WHAT YOU SHOULD DO: Collect the lines of the entries where "absolute" shows up.

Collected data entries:

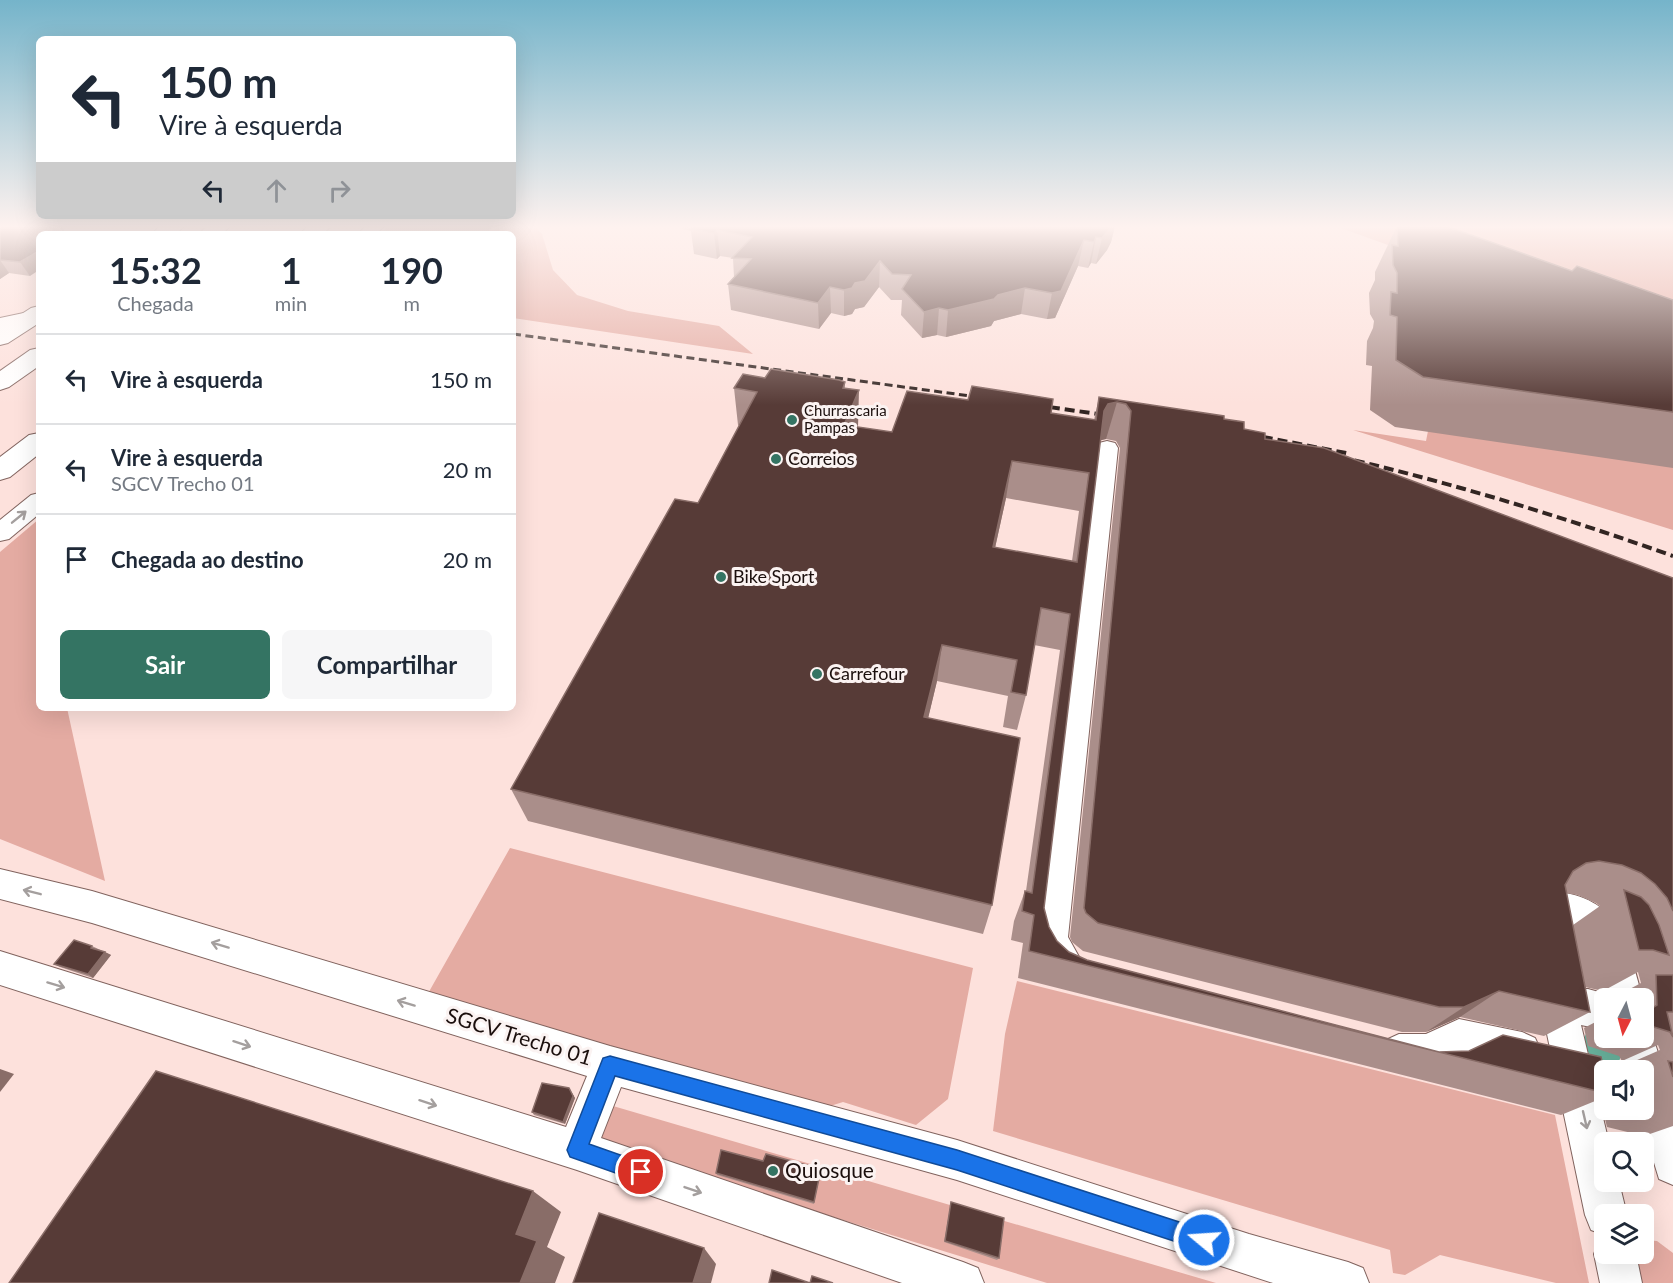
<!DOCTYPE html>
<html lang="pt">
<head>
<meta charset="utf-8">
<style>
	:root { --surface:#fff; --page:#f6f6f7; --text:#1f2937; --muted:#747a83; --line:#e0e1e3; --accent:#347463 }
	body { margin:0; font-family:Lato,sans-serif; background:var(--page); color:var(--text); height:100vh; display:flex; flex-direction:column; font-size:22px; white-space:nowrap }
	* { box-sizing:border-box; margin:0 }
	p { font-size:20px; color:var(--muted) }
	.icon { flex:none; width:33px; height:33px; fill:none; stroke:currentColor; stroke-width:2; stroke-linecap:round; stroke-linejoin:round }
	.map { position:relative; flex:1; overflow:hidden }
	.sheet { position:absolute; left:36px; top:231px; width:480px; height:480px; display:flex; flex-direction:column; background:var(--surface); border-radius:9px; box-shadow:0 6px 24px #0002 }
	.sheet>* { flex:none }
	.banner { position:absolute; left:36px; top:36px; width:480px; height:183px; border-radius:9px; box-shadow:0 6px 24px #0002; background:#fff; color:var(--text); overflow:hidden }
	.needle { width:39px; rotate:186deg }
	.tools { position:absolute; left:1594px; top:988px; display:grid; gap:12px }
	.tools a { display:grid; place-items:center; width:60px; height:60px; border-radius:9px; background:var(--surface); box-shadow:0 6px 24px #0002; font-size:30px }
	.pin { position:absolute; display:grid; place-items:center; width:51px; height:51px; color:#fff; margin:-26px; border:3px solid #fff; border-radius:50%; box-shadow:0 2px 6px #0007 }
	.me { position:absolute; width:66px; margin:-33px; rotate:288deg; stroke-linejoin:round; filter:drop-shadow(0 0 4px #0008) }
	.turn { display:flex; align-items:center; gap:21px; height:126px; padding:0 24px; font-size:27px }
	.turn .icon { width:78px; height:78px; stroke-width:2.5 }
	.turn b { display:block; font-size:42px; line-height:51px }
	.lanes { display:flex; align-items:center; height:57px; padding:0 24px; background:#0003; justify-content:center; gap:30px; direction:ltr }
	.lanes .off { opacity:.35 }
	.eta { display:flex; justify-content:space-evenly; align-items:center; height:102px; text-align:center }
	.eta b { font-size:36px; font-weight:700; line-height:42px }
	.primary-button { display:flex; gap:12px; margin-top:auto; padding:12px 24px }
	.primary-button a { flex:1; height:69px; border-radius:9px; background:var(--accent); color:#fff; font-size:24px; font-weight:700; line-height:69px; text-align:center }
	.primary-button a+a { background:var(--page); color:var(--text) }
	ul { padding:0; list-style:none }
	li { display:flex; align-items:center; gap:18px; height:90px; padding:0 24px; border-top:2px solid var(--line) }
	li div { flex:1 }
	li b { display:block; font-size:22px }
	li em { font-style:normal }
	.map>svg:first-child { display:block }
</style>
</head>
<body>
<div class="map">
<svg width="1673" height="1283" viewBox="0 0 1673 1283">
	<rect width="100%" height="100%" fill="#fde1dc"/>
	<g fill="#e4aba2">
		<path d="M390,226H534L542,234L553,270L577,295L628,311L719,326L753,354L513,318V234H380Z"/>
		<path d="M1335,226H1673V347Z"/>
		<path d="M1353,430L1426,441L1428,431L1585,453L1673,467V530Z"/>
		<path d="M39,519V708H67L105,881L0,839V552Z"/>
		<path d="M510,848L973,968L948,1099L916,1125L843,1102L811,1112L426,997Z"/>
		<path d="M1017,981L1555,1115L1589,1283H1556L1440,1255L1405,1275L1393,1273L1390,1250L993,1131L1005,1034Z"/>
		<path d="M613,1106L1216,1283H1047L606,1147L599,1141Z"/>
		<path d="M1644,1240L1657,1241L1673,1253V1283H1631L1625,1254H1644Z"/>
	</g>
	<path fill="#6ab49e" d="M1587,1032L1605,1038L1621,1056L1618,1064C1601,1073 1587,1055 1583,1040Z"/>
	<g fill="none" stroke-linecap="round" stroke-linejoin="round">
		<g stroke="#81635e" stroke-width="2">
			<g id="minor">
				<path d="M366,226H384L376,234H358Z"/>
				<path d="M33,311L39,313V321L0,330V318Z"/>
				<path d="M1107,441L1115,443L1118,448L1068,937L1083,964L1078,976L1066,981C1045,973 1039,959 1034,937L1096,448L1099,443Z"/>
				<path d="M39,493V514L9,539L0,541V520L31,495Z"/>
				<path d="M0,869L92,891L610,1046L957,1140L1249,1234L1348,1262L1363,1268L1369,1283H1273L957,1180L621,1087L601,1138L963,1262L978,1268L984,1283H902L577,1170L0,985V951L566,1127L587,1076L92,923L0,899Z"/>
				<path d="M1565,893C1623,903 1629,951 1643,999H1605V1030L1581,1025L1609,1143H1605V1182H1619L1627,1215H1605V1235L1591,1230L1585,1215L1538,991L1543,978L1556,973L1569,978L1573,989H1588L1606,994C1599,968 1595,927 1560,925L1556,936L1544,940L1532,936C1527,923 1526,917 1531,905L1552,894Z"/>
				<path d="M1459,1019L1522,1032L1535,1038L1541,1051L1535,1064L1522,1070L1461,1056L1428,1072H1399L1386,1066L1380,1053L1386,1040L1399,1034H1426Z"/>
				<path d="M1644,1023L1649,1025L1673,1099V1185L1659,1179L1638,1110H1644V1071H1627L1618,1038H1644Z"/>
				<path d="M1605,1237V1254H1636L1642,1283H1600L1594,1254L1600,1239Z"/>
			</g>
		</g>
		<g stroke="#81635e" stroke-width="2">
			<g id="major">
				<path d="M160,226H184L176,234H152Z"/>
				<path d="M39,306V323L8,343L0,345V328L31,308Z"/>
			</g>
		</g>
		<g stroke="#81635e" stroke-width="2">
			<g id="highway">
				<path d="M207,226H230L222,234H199Z"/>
				<path d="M308,226H331L323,234H300Z"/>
				<path d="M39,348V366L9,387L0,390V371L30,350Z"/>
				<path d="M39,433V454L10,477L0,480V457L29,435Z"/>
			</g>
		</g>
		<use href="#minor" fill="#fff" fill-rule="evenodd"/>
		<use href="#major" fill="#fff" fill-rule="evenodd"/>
		<use href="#highway" fill="#fff" fill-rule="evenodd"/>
		<g stroke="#322522" stroke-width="3" stroke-dasharray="8 4.5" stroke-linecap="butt">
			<path d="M513,334L985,398"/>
			<path d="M1035,405L1044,406"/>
		</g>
		<g stroke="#322522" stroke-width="4" stroke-dasharray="10 5" stroke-linecap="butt">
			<path d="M1035,405L1112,416"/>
			<path d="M1248,434L1351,454"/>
			<path d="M1340,457C1453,483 1563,517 1673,556"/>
		</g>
	</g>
	<g fill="#aa8e8a" fill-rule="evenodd">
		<path d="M0,226H61L66,234H39L30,276L9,273L0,279Z"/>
		<path d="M681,226H1115L1111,242L1107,250L1096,264L1091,263L1088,268L1078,266L1055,318L1047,319L1021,314L994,321L991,326L946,337L937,335L922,338L901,315L902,300H891L879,287L864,307L855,309L852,314L844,316L831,313L819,329L731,310L728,284L734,277L733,258L720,256L717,259L694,254L691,231L682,229Z"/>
		<path d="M1397,226L1572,271L1673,300V468L1395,427L1370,410L1372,366L1366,365L1367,341L1373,328L1374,321L1370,314L1369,293L1375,280V272Z"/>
		<path d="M765,378L845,382V388L858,427L892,432L1051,413L1094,420L1099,397L1224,419L1265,439L1673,578V1126L1644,1136L1607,1127L1600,1099L1561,1115L1018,978L1023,943L1011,940L1014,921L1025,891H1026L1060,650L1034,645L1026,695L1017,730L1003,727L1008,696L937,681L928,718L992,905L983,934L528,821L511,789L698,503L739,426L738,425L734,388ZM1106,439L1116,441L1120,448L1070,937L1072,942L1083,951L1402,1032H1426L1460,1017L1544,1036L1590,1012L1585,987L1603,991L1638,972L1641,983L1611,999H1644V1038H1605V1017L1584,1028L1588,1046L1619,1056L1622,1061L1658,1045L1660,1050L1612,1071H1644V1110H1605V1073L1469,1051L1439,1052L1087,960L1069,952L1057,941L1049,927L1044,908L1100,440ZM1006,498L1079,511L1072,561L995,548ZM1566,893L1578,895L1596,903L1600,906L1573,925Z"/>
		<path d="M92,946L111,955L93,978L60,967L54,964Z"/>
		<path d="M569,1088L575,1098L565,1124L534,1115L532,1112Z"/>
		<path d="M763,1161L821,1169L814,1204L717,1175L716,1173Z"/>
		<path d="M951,1202L999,1258L997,1260L944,1242Z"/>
	</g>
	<g fill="#896d68">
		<path d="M55,226H61L66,234H44L43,233Z"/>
		<path d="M1112,226H1115L1111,242L1107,250L1096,264L1102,238Z"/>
		<path d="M717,230L720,256L717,259L714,233Z"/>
		<path d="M1096,237L1091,263L1088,268L1094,242Z"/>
		<path d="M1084,240L1078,266L1055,318L1047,319L1052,293Z"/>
		<path d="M39,251V270L30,276L20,262Z"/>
		<path d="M0,260L9,273L0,279Z"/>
		<path d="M880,261L879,287L864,307L855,309L852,314L844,316V290L855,283Z"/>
		<path d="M830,287L831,313L819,329L818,303Z"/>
		<path d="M1025,288L1021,314L994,321L991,326L946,337L948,310L998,295Z"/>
		<path d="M939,308L937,335L922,338L924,312Z"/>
		<path d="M859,390L858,427L844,425Z"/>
		<path d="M1117,402L1106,439L1098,441L1104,411L1108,404Z"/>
		<path d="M1012,461L1006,498L987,584L993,547Z"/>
		<path d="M942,645L937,681L920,752L924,717Z"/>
		<path d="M105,952L111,955L93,978L88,974Z"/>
		<path d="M1499,991L1460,1017L1426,1032L1464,1007Z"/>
		<path d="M0,1069L14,1074L0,1092Z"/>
		<path d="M569,1088L575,1098L565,1124L563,1122Z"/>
		<path d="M533,1191L561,1212L547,1247L565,1257L555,1283H520L516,1234Z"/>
		<path d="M704,1248L716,1264L711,1283H693Z"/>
	</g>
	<g fill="#573b37" stroke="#896d68" stroke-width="1.5" fill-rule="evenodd">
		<path d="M0,226H55L43,233L50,234H39V251L20,262L0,260Z"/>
		<path d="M694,226H1112L1102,238L1096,237L1094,242L1084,240L1061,291L1052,293L1025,288L998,295L994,299L948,310L939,308L924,312L902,289L911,275L892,274L880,261L865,281L855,283L852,288L844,290L830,287L818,303L728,284L751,259L732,258L752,237L717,230L714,233L691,229Z"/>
		<path d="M1397,226H1446L1572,271L1577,266L1673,300V412L1423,377L1396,360L1397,317L1390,315L1391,292L1397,293V273L1393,265L1392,245L1398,246Z"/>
		<path d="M771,369L839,380L845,382L843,388L859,390L844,425L892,432L907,391L968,400L972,386L1053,399L1051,413L1096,420L1099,397L1224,416V419L1244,422V429L1265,433V439L1324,448L1673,578V911L1667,898L1655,884L1641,873L1622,865L1599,861L1586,863L1573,871L1565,885L1590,1012L1499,991L1464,1007H1439L1098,923L1086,913L1084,908L1131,411L1126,404L1117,402L1108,404L1104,411L1044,908L1049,927L1057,941L1069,952L1087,960L1439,1052L1469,1051L1503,1035L1601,1057L1605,1073V1093L1029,951L1034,915L1022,911L1025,891L1032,893L1070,614L1041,608L1026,695L1011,692L1017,660L942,645L924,717L1020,738L992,905L511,789L675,499L698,503L757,392L734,388L743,374L765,378ZM1012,461L1089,473L1077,562L993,547Z"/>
		<path d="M1624,890L1641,897L1649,905L1659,925L1669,955L1653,950H1639Z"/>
		<path d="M74,940L92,946L91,948L105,952L88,974L54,964Z"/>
		<path d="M1656,975H1673V1012H1667L1673,1037L1670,1032L1644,1024V1005L1654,1007L1657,1005Z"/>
		<path d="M1668,1061L1673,1062V1077Z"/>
		<path d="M156,1071L533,1191L516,1234L537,1241L520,1283H9Z"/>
		<path d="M542,1083L569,1088L573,1096L563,1122L532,1112Z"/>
		<path d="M721,1150L763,1161L766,1154L821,1169L814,1202L716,1173Z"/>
		<path d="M951,1202L1004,1218L999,1258L945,1241Z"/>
		<path d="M599,1213L704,1248L693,1283H573Z"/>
		<path d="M772,1270L810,1283L812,1276L833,1283H769Z"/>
	</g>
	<defs><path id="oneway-shaft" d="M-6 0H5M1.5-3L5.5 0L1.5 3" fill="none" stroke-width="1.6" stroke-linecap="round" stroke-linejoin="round" transform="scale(1.5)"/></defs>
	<g stroke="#a49f9e">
		<use href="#oneway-shaft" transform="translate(19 517) rotate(-39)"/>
		<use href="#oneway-shaft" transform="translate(32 892) rotate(-166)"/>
		<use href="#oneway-shaft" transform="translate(220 945) rotate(-163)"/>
		<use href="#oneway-shaft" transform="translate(56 985) rotate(17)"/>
		<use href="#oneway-shaft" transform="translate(406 1003) rotate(-163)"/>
		<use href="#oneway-shaft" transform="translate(242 1044) rotate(18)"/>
		<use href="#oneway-shaft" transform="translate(428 1103) rotate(18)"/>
		<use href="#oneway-shaft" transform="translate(1585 1120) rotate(77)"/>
		<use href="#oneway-shaft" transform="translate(693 1190) rotate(19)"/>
	</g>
	<linearGradient id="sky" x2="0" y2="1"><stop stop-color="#75b4ca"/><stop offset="0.56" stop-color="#fef2ef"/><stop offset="1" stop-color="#fef2ef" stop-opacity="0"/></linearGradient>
	<rect width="1673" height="405" fill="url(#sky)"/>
	<path fill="#1a73e8" stroke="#114b97" stroke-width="1.5" d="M610,1056L957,1150L1204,1230L1212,1233L1215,1240L1212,1248L1204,1251L957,1170L615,1076L589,1144L649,1165L652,1172L649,1179L641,1182L570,1157L567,1150L603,1058Z"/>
	<g fill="#347463" stroke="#fbf3f2" stroke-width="2">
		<circle cx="792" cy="420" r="6"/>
		<circle cx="776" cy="459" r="6"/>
		<circle cx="721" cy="577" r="6"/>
		<circle cx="817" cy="674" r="6"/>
		<circle cx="773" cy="1171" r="6"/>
	</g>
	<g text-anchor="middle" stroke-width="6" stroke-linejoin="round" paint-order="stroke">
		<g font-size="15" fill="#1b0f0d" stroke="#fbf3f2" text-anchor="start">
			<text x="804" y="416">Churrascaria<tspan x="804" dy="17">Pampas</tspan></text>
		</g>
		<g font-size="18" fill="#1b0f0d" stroke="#fbf3f2" text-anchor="start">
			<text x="788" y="465">Correios</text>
			<text x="733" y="583">Bike Sport</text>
			<text x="829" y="680">Carrefour</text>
		</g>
		<g font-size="21" fill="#1b0f0d" stroke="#fbf3f2">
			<text transform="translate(519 1037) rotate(17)" y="7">SGCV Trecho 01</text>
		</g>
		<g font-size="21" fill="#1b0f0d" stroke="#fbf3f2" text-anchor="start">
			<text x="785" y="1178">Quiosque</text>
		</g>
	</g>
</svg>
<div class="tools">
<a><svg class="needle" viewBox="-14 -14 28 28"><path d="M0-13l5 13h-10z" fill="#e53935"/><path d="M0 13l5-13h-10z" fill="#747a83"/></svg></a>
<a><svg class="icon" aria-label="sound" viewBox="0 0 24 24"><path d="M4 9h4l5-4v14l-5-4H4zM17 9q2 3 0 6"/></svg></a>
<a><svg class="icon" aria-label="search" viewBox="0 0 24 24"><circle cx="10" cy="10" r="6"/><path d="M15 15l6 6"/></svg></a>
<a><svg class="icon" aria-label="layers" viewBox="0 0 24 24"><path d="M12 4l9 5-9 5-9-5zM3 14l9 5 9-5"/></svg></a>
</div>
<div class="pin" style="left:641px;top:1172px;background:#d93025"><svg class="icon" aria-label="arrive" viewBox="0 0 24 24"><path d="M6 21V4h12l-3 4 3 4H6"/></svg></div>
<svg class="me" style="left:1204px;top:1240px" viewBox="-20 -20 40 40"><circle r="17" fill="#1a73e8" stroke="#fff" stroke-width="3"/><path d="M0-11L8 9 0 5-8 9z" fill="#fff"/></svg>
<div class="banner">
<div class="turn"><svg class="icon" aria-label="left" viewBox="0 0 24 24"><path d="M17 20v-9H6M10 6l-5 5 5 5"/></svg><div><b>150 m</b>Vire à esquerda</div></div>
<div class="lanes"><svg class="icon" aria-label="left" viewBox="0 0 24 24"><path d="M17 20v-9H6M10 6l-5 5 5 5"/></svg><svg class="icon off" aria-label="ahead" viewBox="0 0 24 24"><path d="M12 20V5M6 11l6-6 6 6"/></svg><svg class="icon off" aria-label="right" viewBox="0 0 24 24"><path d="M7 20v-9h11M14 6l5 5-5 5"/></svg></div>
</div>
<section class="sheet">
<div class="eta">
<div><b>15:32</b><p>Chegada</p></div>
<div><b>1</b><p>min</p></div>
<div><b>190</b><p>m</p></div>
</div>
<ul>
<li><svg class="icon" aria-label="left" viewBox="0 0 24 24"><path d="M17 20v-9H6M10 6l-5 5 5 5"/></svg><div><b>Vire à esquerda</b></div><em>150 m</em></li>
<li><svg class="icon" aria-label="left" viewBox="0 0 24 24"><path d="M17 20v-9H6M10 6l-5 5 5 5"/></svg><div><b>Vire à esquerda</b><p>SGCV Trecho 01</p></div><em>20 m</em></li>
<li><svg class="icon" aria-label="arrive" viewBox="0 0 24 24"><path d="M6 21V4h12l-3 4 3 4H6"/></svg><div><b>Chegada ao destino</b></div><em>20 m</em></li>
</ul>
<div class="primary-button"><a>Sair</a><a>Compartilhar</a></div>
</section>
</div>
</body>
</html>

SOLUTION TO THIS TASK:
	.sheet { position:absolute; left:36px; top:231px; width:480px; height:480px; display:flex; flex-direction:column; background:var(--surface); border-radius:9px; box-shadow:0 6px 24px #0002 }
	.banner { position:absolute; left:36px; top:36px; width:480px; height:183px; border-radius:9px; box-shadow:0 6px 24px #0002; background:#fff; color:var(--text); overflow:hidden }
	.tools { position:absolute; left:1594px; top:988px; display:grid; gap:12px }
	.pin { position:absolute; display:grid; place-items:center; width:51px; height:51px; color:#fff; margin:-26px; border:3px solid #fff; border-radius:50%; box-shadow:0 2px 6px #0007 }
	.me { position:absolute; width:66px; margin:-33px; rotate:288deg; stroke-linejoin:round; filter:drop-shadow(0 0 4px #0008) }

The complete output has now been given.